By Jennifer Phillips, Ph.D.
Mark stated in last week’s post that he and I will be writing along different paths for a while. I think of us more as starting our blog collaboration at opposite ends of the same path. It may take us a while to travel to a central rendezvous point, but once there I hope we will have learned enough to strike out together on the route of a common purpose.
Mark has blogged several times in the past about the importance of funding research relevant to Usher syndrome. Indeed, research doesn’t happen without this funding—the treatments we’re all hoping for will not appear if no one works on the problem, obviously, and science is expensive. However, research funding is just one component in this process. In the next few posts, I’m planning to present an overview of biomedical research, and I’ll begin by discussing the general flow of information from the laboratory bench to the patient.

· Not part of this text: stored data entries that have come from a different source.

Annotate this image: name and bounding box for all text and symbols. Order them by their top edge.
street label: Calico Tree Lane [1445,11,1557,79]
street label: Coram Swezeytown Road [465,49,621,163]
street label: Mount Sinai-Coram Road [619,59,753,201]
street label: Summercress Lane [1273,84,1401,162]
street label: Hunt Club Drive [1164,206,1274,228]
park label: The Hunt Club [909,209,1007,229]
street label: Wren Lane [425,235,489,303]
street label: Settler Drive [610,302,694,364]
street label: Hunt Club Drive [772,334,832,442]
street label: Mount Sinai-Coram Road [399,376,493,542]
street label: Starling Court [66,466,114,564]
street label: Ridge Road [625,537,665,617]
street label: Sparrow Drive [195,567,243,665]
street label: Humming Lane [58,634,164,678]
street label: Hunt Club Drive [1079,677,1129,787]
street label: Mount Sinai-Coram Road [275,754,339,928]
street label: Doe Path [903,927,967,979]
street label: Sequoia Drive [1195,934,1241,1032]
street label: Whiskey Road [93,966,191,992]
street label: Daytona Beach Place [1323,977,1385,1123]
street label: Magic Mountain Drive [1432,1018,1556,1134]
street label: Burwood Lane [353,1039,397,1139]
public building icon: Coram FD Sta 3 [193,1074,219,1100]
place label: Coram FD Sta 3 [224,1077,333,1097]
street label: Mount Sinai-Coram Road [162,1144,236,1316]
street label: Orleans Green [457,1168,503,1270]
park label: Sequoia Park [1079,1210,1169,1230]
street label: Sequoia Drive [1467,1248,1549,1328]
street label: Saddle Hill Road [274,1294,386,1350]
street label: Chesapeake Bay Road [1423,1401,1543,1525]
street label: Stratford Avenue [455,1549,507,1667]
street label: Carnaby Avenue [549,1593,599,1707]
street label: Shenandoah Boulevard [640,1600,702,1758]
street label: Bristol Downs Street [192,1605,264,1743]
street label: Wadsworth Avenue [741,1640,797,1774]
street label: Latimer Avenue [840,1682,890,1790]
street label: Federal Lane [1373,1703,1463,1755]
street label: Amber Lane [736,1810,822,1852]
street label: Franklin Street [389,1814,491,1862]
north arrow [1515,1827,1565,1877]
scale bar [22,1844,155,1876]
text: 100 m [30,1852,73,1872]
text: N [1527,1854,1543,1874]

An extremely simplified diagram of the pathway to a cure might look something like this:
And of course, you must mentally insert Dollar, Euro, Pound, Yen, etc. signs at every interval. Lots of them.
However, even with plenty of money to grease the wheels, progress toward the top tier can be painfully slow. The way forward is often unclear, and can remain so for long periods of time. Moreover, the early stages of the pathway depicted above, the real life situation is nothing like a nice straight arrow, but much more akin to a convoluted, intersecting wad of spaghetti. Actually, even that is an oversimplification, as in reality there would be multiple wads of spaghetti, all equally and sufficiently funded, but only some of which would straighten out in a direction toward a treatment or therapy, in time.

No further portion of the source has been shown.